_What is required_. Please tell how many of the lines below contain "compass", using only a number.

_Entries shown_.
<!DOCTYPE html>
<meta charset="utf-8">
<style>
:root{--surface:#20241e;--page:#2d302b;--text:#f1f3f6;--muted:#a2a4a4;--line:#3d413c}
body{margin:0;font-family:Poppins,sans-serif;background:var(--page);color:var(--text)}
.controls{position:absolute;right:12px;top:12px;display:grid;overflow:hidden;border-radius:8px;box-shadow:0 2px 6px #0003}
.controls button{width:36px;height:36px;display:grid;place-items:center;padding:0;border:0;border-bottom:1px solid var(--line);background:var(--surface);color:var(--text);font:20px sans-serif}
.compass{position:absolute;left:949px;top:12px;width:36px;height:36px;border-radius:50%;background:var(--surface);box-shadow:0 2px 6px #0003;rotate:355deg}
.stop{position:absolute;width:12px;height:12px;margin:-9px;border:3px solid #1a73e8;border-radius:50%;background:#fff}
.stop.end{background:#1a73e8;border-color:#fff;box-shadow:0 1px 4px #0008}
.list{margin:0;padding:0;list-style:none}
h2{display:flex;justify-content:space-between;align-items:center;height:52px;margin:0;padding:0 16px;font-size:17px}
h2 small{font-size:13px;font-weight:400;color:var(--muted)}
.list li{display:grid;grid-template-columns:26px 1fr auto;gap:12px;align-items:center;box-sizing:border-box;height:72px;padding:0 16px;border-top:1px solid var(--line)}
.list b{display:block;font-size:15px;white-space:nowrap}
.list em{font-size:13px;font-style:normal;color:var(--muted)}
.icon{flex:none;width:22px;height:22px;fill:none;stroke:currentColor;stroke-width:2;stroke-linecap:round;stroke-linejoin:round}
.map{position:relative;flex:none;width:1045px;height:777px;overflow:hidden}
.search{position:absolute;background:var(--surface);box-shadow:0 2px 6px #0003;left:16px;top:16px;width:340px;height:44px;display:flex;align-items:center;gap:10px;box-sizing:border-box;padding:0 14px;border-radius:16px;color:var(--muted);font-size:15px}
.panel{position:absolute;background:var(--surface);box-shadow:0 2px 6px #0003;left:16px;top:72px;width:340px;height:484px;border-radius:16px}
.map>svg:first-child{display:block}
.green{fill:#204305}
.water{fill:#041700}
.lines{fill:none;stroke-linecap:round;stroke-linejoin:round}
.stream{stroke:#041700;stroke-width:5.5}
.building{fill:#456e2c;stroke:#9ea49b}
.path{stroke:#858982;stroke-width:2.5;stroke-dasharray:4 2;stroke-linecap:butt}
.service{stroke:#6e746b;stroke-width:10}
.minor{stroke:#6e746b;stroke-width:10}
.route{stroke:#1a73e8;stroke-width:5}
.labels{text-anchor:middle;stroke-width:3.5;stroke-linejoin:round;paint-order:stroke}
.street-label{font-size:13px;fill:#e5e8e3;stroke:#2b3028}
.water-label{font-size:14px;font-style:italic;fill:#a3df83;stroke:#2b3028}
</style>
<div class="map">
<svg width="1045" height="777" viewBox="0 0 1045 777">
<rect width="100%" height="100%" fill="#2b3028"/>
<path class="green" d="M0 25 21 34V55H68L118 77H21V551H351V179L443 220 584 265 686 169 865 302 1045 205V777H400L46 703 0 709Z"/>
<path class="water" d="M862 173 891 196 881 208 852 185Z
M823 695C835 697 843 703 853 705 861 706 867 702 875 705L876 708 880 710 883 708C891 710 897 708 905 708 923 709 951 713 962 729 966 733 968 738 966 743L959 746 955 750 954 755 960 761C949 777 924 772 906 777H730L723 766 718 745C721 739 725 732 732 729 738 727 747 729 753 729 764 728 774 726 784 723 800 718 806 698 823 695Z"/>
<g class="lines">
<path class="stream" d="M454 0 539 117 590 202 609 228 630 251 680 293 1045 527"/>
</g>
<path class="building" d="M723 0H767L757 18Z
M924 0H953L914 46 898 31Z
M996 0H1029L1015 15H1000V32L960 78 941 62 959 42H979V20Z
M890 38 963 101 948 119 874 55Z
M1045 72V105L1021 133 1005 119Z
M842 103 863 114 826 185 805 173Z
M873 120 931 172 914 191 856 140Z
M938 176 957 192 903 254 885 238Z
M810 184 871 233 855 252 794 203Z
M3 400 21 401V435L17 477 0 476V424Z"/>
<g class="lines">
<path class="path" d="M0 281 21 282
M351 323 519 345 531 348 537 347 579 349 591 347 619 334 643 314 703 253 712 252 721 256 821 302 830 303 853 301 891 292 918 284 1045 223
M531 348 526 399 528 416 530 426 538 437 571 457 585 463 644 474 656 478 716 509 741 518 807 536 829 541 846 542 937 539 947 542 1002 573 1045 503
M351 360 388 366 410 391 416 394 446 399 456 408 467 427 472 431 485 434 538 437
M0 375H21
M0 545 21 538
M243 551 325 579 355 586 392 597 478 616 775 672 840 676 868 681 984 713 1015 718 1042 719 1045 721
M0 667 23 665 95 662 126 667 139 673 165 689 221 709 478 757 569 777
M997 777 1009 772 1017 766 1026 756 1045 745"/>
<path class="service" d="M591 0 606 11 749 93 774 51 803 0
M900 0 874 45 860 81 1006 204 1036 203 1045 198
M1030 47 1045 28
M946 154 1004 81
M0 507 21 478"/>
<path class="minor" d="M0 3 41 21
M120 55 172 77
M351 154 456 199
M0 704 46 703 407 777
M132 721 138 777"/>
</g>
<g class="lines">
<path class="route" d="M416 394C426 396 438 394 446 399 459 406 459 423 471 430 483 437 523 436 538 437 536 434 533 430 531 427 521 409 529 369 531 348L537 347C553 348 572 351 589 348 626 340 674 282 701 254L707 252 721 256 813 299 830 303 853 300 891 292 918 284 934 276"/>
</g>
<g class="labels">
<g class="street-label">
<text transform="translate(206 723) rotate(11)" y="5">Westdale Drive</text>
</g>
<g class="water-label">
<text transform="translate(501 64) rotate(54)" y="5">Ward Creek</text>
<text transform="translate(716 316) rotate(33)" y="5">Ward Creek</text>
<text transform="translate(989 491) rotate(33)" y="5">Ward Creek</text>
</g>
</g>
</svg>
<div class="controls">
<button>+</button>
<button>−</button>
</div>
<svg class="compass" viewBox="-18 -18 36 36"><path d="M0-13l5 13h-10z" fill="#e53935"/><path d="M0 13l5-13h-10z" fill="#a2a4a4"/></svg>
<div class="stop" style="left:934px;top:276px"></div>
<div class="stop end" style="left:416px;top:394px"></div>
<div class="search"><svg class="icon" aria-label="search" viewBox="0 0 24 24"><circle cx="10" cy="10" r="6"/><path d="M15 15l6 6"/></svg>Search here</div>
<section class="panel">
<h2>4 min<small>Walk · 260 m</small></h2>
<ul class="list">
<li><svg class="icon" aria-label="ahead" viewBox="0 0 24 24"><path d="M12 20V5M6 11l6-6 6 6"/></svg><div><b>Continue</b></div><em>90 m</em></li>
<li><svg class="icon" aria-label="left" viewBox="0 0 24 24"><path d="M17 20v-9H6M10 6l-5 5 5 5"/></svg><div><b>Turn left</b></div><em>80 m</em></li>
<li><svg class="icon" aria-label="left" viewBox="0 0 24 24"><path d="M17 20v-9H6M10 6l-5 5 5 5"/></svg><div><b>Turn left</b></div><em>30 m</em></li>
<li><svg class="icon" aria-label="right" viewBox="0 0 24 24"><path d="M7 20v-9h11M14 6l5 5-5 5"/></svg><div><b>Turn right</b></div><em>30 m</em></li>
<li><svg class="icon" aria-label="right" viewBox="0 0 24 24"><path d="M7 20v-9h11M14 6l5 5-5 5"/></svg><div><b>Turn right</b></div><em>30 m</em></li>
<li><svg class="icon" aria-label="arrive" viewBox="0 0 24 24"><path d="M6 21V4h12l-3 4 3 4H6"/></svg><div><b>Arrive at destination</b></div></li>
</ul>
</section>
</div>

_Task answer_. 2